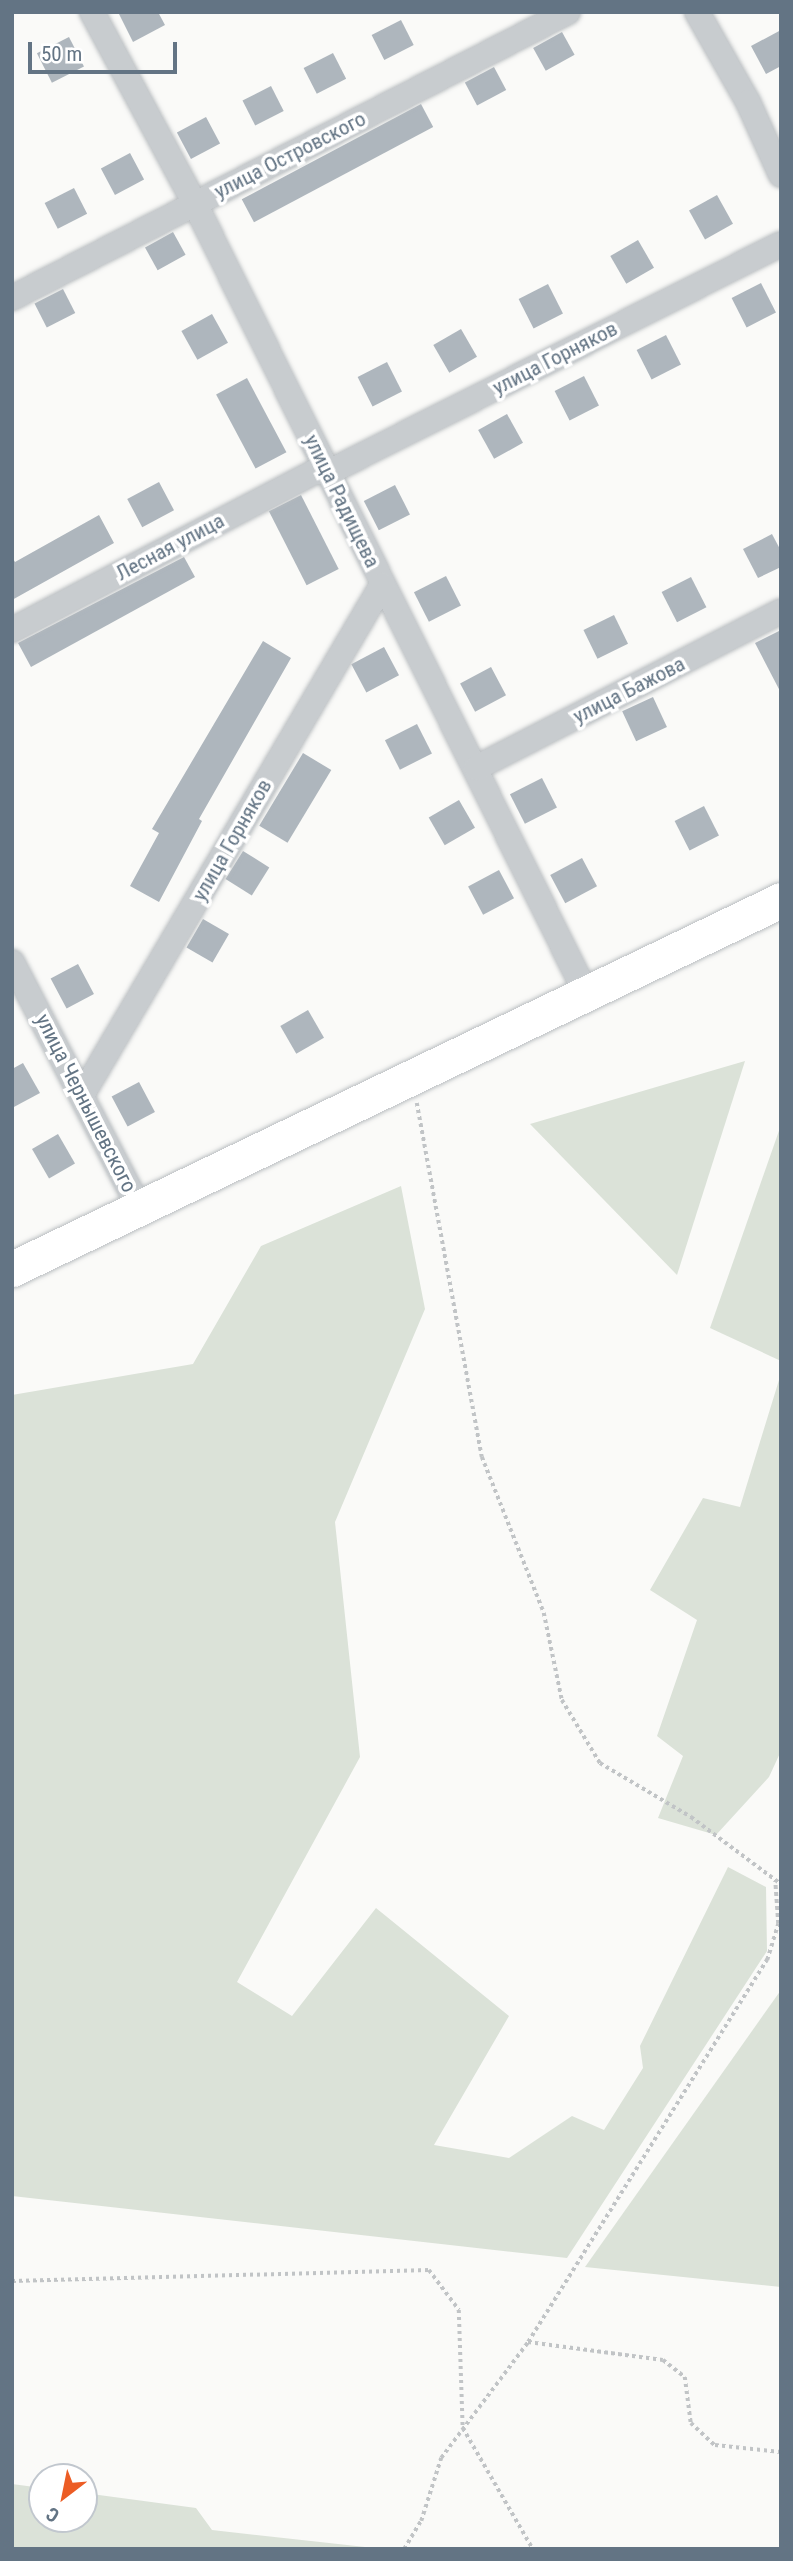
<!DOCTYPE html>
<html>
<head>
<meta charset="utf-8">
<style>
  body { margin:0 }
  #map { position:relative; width:793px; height:2561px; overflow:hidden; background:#fafaf8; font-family:"Roboto Condensed",sans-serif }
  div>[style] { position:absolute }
  .green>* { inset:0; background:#dbe2d8 }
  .building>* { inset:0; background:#aeb6bd; transform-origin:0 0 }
  .path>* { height:3.5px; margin-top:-1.75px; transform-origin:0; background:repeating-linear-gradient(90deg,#c1c4c6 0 3.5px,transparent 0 7px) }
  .roads { filter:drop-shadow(0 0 2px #babec1) drop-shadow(0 0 2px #babec1) }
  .minor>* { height:24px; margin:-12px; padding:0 12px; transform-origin:12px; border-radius:12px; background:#c8cccf }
  .highway>* { height:35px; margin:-17.5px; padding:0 17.5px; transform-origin:17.5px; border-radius:17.5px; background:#fff }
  span { translate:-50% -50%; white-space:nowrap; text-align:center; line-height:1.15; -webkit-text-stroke:7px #fff; paint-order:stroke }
  .street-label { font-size:21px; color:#637484 }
  .frame { position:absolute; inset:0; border:14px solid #637484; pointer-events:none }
  .north { position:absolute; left:28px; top:2463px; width:70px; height:70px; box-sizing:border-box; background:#fff; border:2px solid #c1c7ce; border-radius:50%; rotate:212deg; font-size:19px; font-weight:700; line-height:28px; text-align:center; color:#637484 }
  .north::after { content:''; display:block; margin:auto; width:24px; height:32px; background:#ec5d25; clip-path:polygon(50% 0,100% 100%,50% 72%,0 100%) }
  .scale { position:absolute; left:28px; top:42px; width:149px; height:32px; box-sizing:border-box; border:4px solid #637484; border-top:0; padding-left:9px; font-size:21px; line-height:24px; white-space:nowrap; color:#637484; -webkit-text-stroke:5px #fff; paint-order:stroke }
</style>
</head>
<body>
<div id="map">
  <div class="green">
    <div style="clip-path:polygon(745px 1061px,677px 1275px,530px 1124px)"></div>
    <div style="clip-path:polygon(781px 1125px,781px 1361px,710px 1328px)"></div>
    <div style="clip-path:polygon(401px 1186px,425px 1309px,335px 1522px,360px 1757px,237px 1982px,292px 2016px,376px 1908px,509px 2016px,434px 2145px,509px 2158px,572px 2116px,604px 2130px,643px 2068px,640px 2046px,728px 1867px,766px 1887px,767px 1951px,567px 2258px,12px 2196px,12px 1395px,193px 1364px,261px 1246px)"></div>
    <div style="clip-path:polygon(779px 1380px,781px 1751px,769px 1777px,716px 1835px,658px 1818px,683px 1756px,657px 1736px,697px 1620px,650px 1590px,703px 1498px,740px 1507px)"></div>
    <div style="clip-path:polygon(781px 1990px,781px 2287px,585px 2267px)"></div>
    <div style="clip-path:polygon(12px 2484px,42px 2488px,42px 2519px,84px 2519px,84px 2493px,196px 2508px,212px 2530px,383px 2549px,12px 2549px)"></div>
  </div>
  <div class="building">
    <div style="clip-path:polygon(118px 12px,158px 12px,165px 25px,133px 42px)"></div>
    <div style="left:401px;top:20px;width:28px;height:33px;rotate:63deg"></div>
    <div style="clip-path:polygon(781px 30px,781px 66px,766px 74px,751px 46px)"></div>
    <div style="left:562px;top:32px;width:26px;height:33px;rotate:61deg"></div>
    <div style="left:69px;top:37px;width:33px;height:36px;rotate:63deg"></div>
    <div style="left:333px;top:53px;width:29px;height:33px;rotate:63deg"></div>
    <div style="left:494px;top:67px;width:26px;height:33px;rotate:62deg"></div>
    <div style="left:271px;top:86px;width:28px;height:32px;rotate:63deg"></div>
    <div style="left:421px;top:104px;width:26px;height:203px;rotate:62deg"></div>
    <div style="left:206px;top:117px;width:30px;height:33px;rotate:62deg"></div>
    <div style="left:130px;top:153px;width:30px;height:33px;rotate:62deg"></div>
    <div style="left:74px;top:188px;width:29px;height:33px;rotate:63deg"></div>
    <div style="left:717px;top:195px;width:33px;height:32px;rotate:61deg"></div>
    <div style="left:173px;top:232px;width:26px;height:32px;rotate:61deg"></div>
    <div style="left:638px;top:240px;width:32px;height:32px;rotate:60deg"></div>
    <div style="left:761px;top:283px;width:33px;height:33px;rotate:63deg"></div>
    <div style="left:548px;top:284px;width:33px;height:33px;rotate:63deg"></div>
    <div style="left:63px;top:289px;width:27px;height:32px;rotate:63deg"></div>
    <div style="left:212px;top:314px;width:33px;height:35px;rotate:61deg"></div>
    <div style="left:461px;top:329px;width:32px;height:32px;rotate:60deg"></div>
    <div style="left:666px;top:335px;width:33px;height:33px;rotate:63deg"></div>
    <div style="left:387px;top:362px;width:33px;height:33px;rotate:63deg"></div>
    <div style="left:584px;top:376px;width:33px;height:33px;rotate:63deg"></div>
    <div style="left:247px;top:378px;width:84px;height:35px;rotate:62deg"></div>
    <div style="left:507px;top:414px;width:33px;height:33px;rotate:61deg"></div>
    <div style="left:159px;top:482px;width:32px;height:36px;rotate:62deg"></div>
    <div style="left:395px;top:485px;width:33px;height:35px;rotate:63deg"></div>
    <div style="left:301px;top:495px;width:83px;height:36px;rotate:63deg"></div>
    <div style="clip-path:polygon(99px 515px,114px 543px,12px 600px,12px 557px,15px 562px)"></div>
    <div style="clip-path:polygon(772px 534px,781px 551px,781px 567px,758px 578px,743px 549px)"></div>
    <div style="clip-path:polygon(184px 557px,195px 577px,31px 667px,18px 643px)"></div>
    <div style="left:446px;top:576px;width:33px;height:36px;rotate:63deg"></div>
    <div style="left:691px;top:577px;width:34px;height:33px;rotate:63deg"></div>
    <div style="left:614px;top:615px;width:32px;height:34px;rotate:64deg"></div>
    <div style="clip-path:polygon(781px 630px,781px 693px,755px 643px)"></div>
    <div style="clip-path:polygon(263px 641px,291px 658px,199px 819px,202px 821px,159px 902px,130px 886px,159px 833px,152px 829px)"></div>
    <div style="left:384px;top:647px;width:32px;height:37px;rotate:62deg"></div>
    <div style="left:491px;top:667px;width:32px;height:35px;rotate:62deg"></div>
    <div style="left:653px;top:697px;width:33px;height:34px;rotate:65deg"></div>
    <div style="left:417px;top:724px;width:33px;height:36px;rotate:63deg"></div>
    <div style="left:303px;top:753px;width:33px;height:85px;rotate:31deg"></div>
    <div style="left:542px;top:778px;width:33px;height:36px;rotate:63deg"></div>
    <div style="left:459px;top:800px;width:32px;height:35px;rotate:60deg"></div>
    <div style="left:704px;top:806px;width:33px;height:33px;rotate:63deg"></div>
    <div style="left:243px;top:851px;width:31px;height:33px;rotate:32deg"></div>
    <div style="left:582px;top:858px;width:32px;height:36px;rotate:62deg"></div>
    <div style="left:499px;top:870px;width:32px;height:35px;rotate:62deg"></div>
    <div style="left:203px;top:919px;width:30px;height:33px;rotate:30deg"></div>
    <div style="left:78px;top:964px;width:34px;height:31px;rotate:62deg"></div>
    <div style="left:308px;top:1010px;width:32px;height:32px;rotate:60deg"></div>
    <div style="clip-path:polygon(23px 1063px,40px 1093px,12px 1108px,12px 1069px)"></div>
    <div style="left:139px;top:1082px;width:34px;height:31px;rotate:62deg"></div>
    <div style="left:58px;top:1134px;width:34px;height:30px;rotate:60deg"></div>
  </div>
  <div class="path">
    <div style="left:417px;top:1103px;width:360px;rotate:79.6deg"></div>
    <div style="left:482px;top:1457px;width:168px;rotate:68.3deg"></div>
    <div style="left:544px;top:1613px;width:89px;rotate:78.3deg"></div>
    <div style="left:562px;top:1700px;width:74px;rotate:58.9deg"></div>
    <div style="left:600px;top:1763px;width:106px;rotate:30.7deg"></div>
    <div style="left:691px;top:1817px;width:112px;rotate:36.7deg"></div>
    <div style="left:12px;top:2281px;width:417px;rotate:-1.5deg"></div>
    <div style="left:429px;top:2270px;width:50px;rotate:53.1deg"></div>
    <div style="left:459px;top:2310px;width:118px;rotate:88.1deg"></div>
    <div style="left:463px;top:2428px;width:140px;rotate:60deg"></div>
    <div style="left:528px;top:2342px;width:136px;rotate:7.6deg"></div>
    <div style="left:663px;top:2360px;width:28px;rotate:38deg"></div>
    <div style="left:685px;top:2377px;width:46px;rotate:82.6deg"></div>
    <div style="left:691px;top:2423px;width:33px;rotate:43deg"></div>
    <div style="left:715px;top:2445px;width:66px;rotate:6.1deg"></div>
    <div style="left:404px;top:2549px;width:33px;rotate:-59deg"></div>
    <div style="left:421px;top:2521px;width:66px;rotate:-72.4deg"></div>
    <div style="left:441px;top:2458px;width:145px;rotate:-53.1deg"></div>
    <div style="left:528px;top:2342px;width:451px;rotate:-58deg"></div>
    <div style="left:767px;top:1960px;width:38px;rotate:-73deg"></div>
    <div style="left:778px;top:1924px;width:43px;rotate:-94deg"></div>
  </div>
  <div class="roads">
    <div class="minor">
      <div style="left:92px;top:12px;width:218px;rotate:61.8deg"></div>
      <div style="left:195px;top:204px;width:881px;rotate:63.64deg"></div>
      <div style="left:697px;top:12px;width:103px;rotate:60.5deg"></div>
      <div style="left:748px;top:102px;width:80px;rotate:65.7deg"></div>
      <div style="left:12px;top:298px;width:625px;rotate:-27.22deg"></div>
      <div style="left:12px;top:630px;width:341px;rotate:-27.6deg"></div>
      <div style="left:314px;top:472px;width:15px"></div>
      <div style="left:329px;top:472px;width:506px;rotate:-26.77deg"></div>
      <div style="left:476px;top:768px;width:343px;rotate:-27.2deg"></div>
      <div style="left:12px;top:962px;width:276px;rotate:62.6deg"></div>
      <div style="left:82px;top:1095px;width:592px;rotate:-59.53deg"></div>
    </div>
    <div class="highway">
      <div style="left:12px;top:1269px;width:853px;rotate:-25.63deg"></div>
    </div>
  </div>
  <div class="street-label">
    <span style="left:290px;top:155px;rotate:-27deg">улица Островского</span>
    <span style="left:555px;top:358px;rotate:-27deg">улица Горняков</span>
    <span style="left:342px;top:501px;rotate:64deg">улица Радищева</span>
    <span style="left:170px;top:547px;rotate:-28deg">Лесная улица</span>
    <span style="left:629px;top:690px;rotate:-27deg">улица Бажова</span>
    <span style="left:232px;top:840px;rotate:-60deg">улица Горняков</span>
    <span style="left:86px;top:1103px;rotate:63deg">улица Чернышевского</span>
  </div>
  <div class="frame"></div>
  <div class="north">С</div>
  <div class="scale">50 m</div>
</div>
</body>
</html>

◆ ◆ ◆ ◆ ◆

TASK REQUIREMENTS |
Looking at the data above, return every line from the one with "height:24px; margin:-12px; padding:0" down to the one with "position:absolute; left:28px; top:2463px;", exactly and inclusively.

FINAL ANSWER |
  .minor>* { height:24px; margin:-12px; padding:0 12px; transform-origin:12px; border-radius:12px; background:#c8cccf }
  .highway>* { height:35px; margin:-17.5px; padding:0 17.5px; transform-origin:17.5px; border-radius:17.5px; background:#fff }
  span { translate:-50% -50%; white-space:nowrap; text-align:center; line-height:1.15; -webkit-text-stroke:7px #fff; paint-order:stroke }
  .street-label { font-size:21px; color:#637484 }
  .frame { position:absolute; inset:0; border:14px solid #637484; pointer-events:none }
  .north { position:absolute; left:28px; top:2463px; width:70px; height:70px; box-sizing:border-box; background:#fff; border:2px solid #c1c7ce; border-radius:50%; rotate:212deg; font-size:19px; font-weight:700; line-height:28px; text-align:center; color:#637484 }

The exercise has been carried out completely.